И вместе с тем он оказал мне совершенно неоценимую услугу. Года за три до своего последнего исчезновения (я полагаю, его упекли на зону в четвертый раз – уже на исторической родине, ибо Позор, будучи Идиотом, вновь принялся за старое, но это не суть важно) он познакомил меня с гораздо более интересной, чем он сам, я бы даже сказал, интеллигентной личностью – со старым вором в законе дядей Петей, проведшим в местах не столь (хотя нет, теперь – для нас – уже именно столь) отдаленных ни больше ни меньше, как тридцать семь лет. Правда, с небольшими перерывами. Его судьба могла бы послужить темой для баллады. Он был всюду и помнил всех. Он участвовал в Кенгирском восстании; он помнил, как советские бомбардировщики испытывали свои новые тогда еще бомбометатели на лагерных бараках острова Вайгач; на протяжении нескольких десятков лет он принял участие в восьми общесоюзных сходах высших авторитетов в законе – и, смею заверить, каждое из этих деяний заслуживало бы пятитомного научного исследования с обширным справочным аппаратом и академическими комментариями на каждой странице. Но дядя Петя не хотел, чтобы о нем знали слишком много.
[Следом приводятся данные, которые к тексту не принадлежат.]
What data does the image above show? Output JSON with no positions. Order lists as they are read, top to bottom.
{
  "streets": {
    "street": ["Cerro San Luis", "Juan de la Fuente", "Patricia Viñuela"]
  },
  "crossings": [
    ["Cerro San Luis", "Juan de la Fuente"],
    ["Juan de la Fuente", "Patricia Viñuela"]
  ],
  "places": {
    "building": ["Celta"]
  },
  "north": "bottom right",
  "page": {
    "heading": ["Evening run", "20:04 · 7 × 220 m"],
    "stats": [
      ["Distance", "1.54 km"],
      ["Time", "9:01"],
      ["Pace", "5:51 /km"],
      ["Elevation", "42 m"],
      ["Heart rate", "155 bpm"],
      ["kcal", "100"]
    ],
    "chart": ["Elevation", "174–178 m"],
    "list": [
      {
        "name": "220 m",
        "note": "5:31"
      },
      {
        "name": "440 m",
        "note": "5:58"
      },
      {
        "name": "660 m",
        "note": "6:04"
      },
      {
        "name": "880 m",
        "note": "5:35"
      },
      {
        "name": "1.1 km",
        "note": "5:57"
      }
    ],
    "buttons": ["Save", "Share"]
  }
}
– Страна не должна знать своих героев, – хрипел он мне на ухо, раскачиваясь в кресле на колесиках, осторожно ведомом нянечкой дома престарелых в одном из уютных, тихих, зеленых районов Иерусалима, – страна не должна фурычить на тему своих героев, она вообще о них знать не должна, таково мое глубокое внутреннее убеждение.

Дядя Петя рассказал мне о многом. Старикам свойственно желание поведать молодым о своей жизни, и в этом отношении дядя Петя не был исключением. Всегда зажатый, как стальная пружина, к моменту определения в дом престарелых он заметно помягчел и расслабился. Сперва к нему водил меня Позор, а после исчезновения Идиота я продолжал навещать его уже сам. Постепенно старик привык ко мне и к моим вопросам неофициального интервьюера. Он знал, что многие старые лагерники, бывшие зеки, давали интервью газетчикам, репортерам, исследователям, но, в отличие от них, вовсе не горел желанием прославиться и увидеть свое имя в заголовке журнальной статьи. Ему это было западло.

– Не положено, – хрипел он, выкатывая на меня сине-стальные глаза с булавочными головками глаукомных зрачков.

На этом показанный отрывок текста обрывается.